Bei Bezeichnungen für Menschen gebe es darüber hinaus gar keinen Zusammenhang zwischen dem grammatikalischen Genus und dem Sexus, wie die folgenden Beispiele zeigen mögen:

Generisches Maskulinum: Mensch oder Bösewicht, Leichnam, Nichtsnutz, Gast usw.

Generisches Femininum: Person, Persönlichkeit, Autorität, Geisel, Koryphäe, Führungskraft, Kapazität, Fachkraft, usw.

Generisches Neutrum: Kind, Genie, Mitglied, Opfer, Individuum, Mannequin, Luder, usw. (auch Mädchen, ursprünglich von Maid/Magd)

Hiller berichtete von Gesprächen mit einflussreichen Politikern, die dem Verein „Deutsche Sprache“ inhaltlich zwar zustimmten, aber aus Sorge um Reaktionen der Öffentlichkeit dem Verein die öffentliche Unterstützung versagten. „Kein Politiker will Probleme wegen der Sprache“, sagte Hiller und erwähnte in diesem Zusammenhang auch die Tatsache, dass auch der Satz „Die Sprache der Bundesrepublik Deutschland ist Deutsch“ ins Grundgesetz gehöre. Er fand es beschämend, dass es Arbeitsplätze in Deutschland gebe, bei denen Menschen gezwungen würden, mit ihren Arbeitskollegen Englisch zu sprechen. Der Verein Deutsche Sprache und der Schweizer Sprachkreis Deutsch hätten einen Anglizismenindex erstellt, der derzeit mehr als 7.000 Anglizismen enthalte, von denen gerade einmal 20 Prozent als nützlich und brauchbar gelten könnten, so der Referent. Und es gebe auch zahlreiche Anglizismen, die falsch gebraucht würden bzw. im Englischen gar keinen Sinn ergäben. Als Beispiele seien hier nur „Handy“ (diesen Begriff gibt es im Englischen gar nicht) oder „Public Viewing“ (was im Englischen die öffentliche Aufbahrung eines Leichnams bedeutet) genannt.
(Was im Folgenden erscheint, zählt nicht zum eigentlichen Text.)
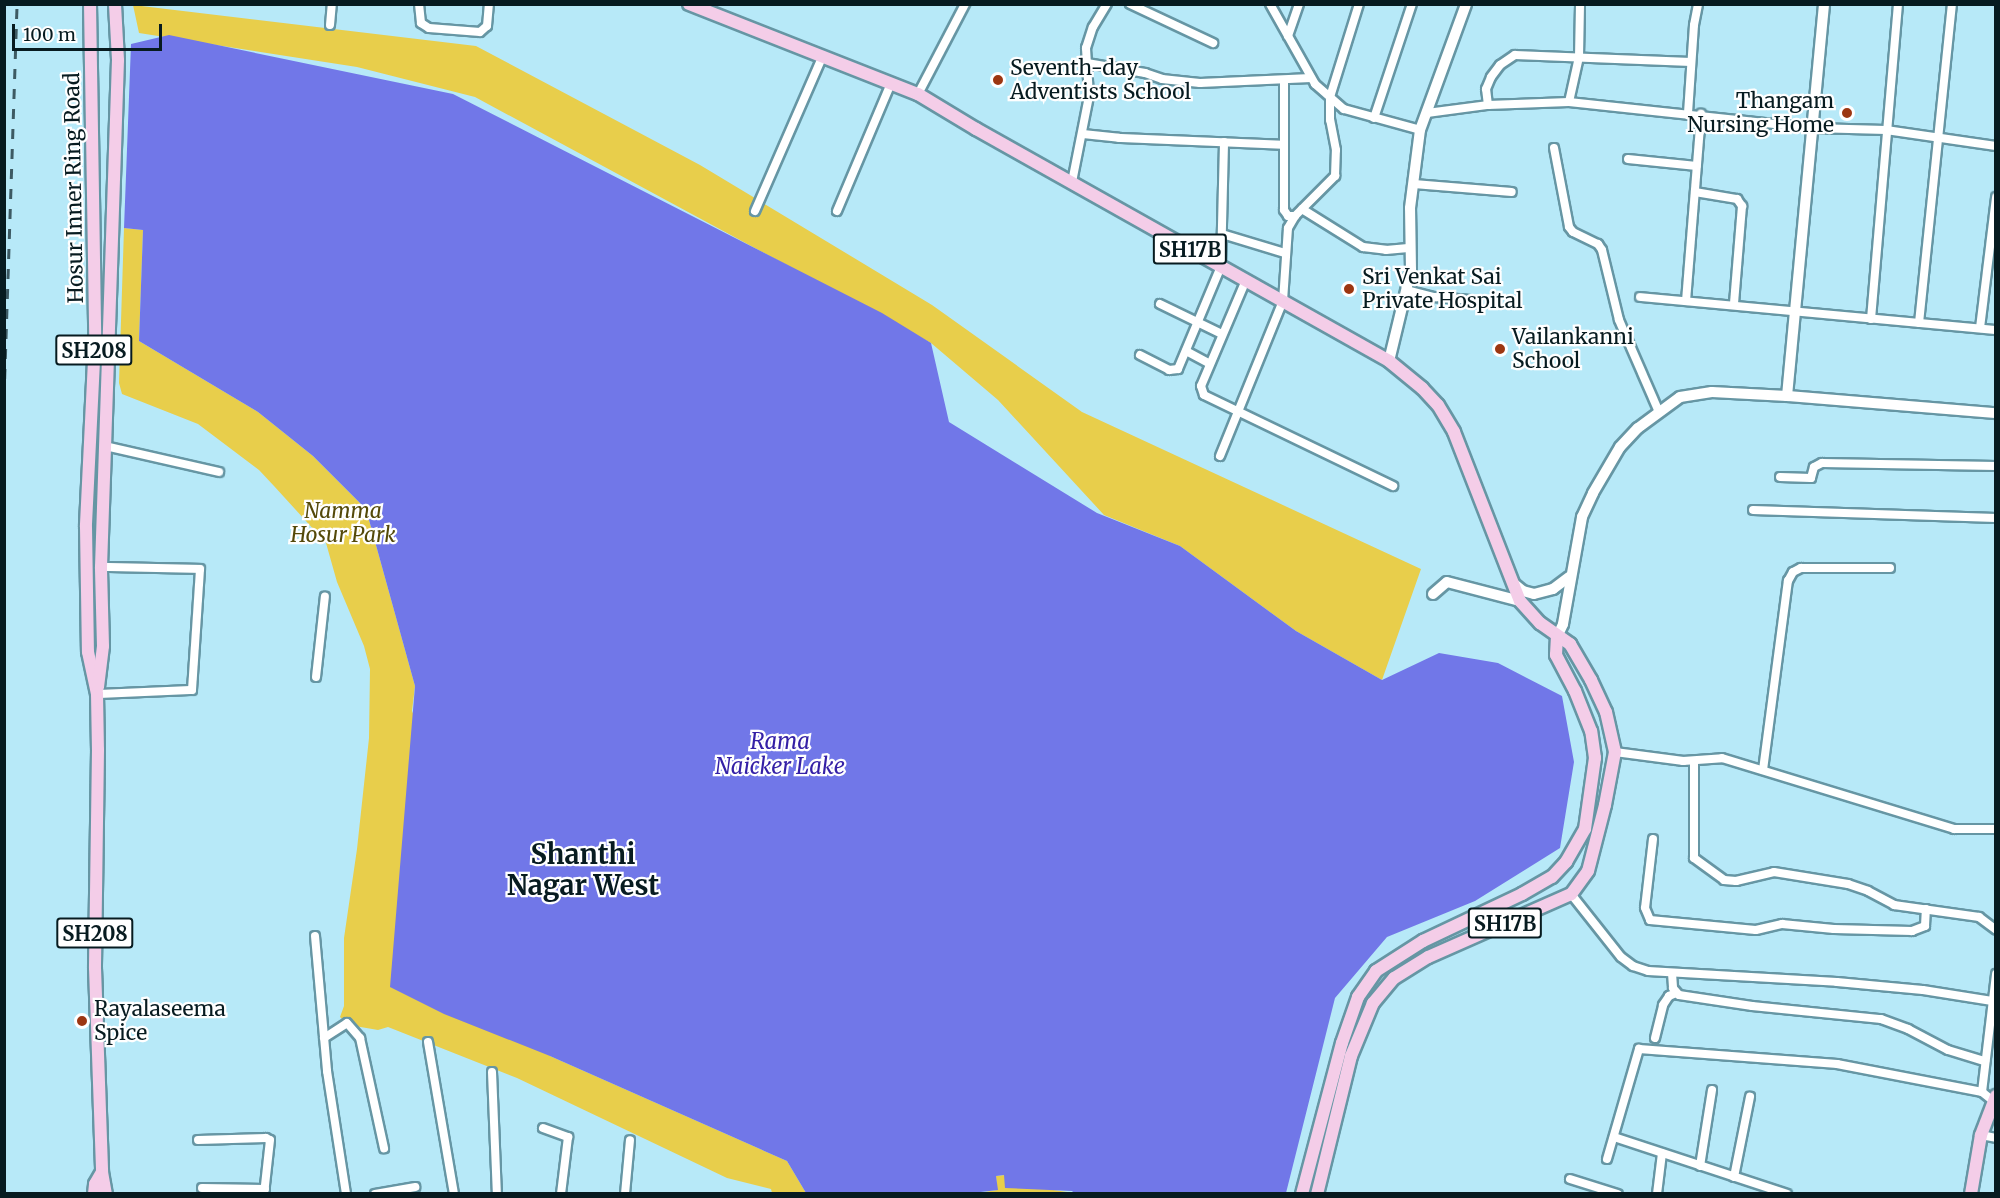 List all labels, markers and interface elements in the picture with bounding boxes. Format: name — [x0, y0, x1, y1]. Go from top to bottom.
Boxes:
scale bar — [15, 12, 165, 50]
text: 100 m — [23, 23, 76, 46]
place label: Seventh-day Adventists School — [1010, 55, 1191, 105]
street label: Hosur Inner Ring Road — [59, 72, 89, 304]
marker: Seventh-day Adventists School — [991, 73, 1005, 87]
place label: Thangam Nursing Home — [1687, 88, 1834, 138]
marker: Thangam Nursing Home — [1838, 104, 1856, 122]
road number: SH17B — [1152, 232, 1228, 266]
place label: Sri Venkat Sai Private Hospital — [1362, 264, 1523, 314]
marker: Sri Venkat Sai Private Hospital — [1340, 280, 1358, 298]
place label: Vailankanni School — [1512, 324, 1634, 374]
road number: SH208 — [55, 333, 133, 367]
marker: Vailankanni School — [1493, 342, 1507, 356]
park label: Namma Hosur Park — [290, 498, 396, 548]
water label: Rama Naicker Lake — [715, 728, 845, 780]
district label: Shanthi Nagar West — [507, 838, 659, 901]
road number: SH17B — [1468, 906, 1543, 940]
road number: SH208 — [56, 916, 134, 950]
place label: Rayalaseema Spice — [94, 996, 226, 1046]
marker: Rayalaseema Spice — [75, 1014, 89, 1028]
In der anschließenden Aussprache mit den Mitgliedern wurde deutlich, dass viele der Anwesenden der Ansicht seien, dass es in Deutschland ein merkwürdiges Schamgefühl gebe, wenn man Deutsch spreche. Außerdem gibt es die Vermutung, dass viele in Deutschland mit dem Verweigern der deutschen Sprache ihre Weltoffenheit dokumentieren wollten. Dabei, so der Vorsitzende, dokumentiere es doch vielmehr Weltoffenheit, wenn man von der eigenen Muttersprache aus sich mit anderen Kulturen und Sprachen auseinandersetze.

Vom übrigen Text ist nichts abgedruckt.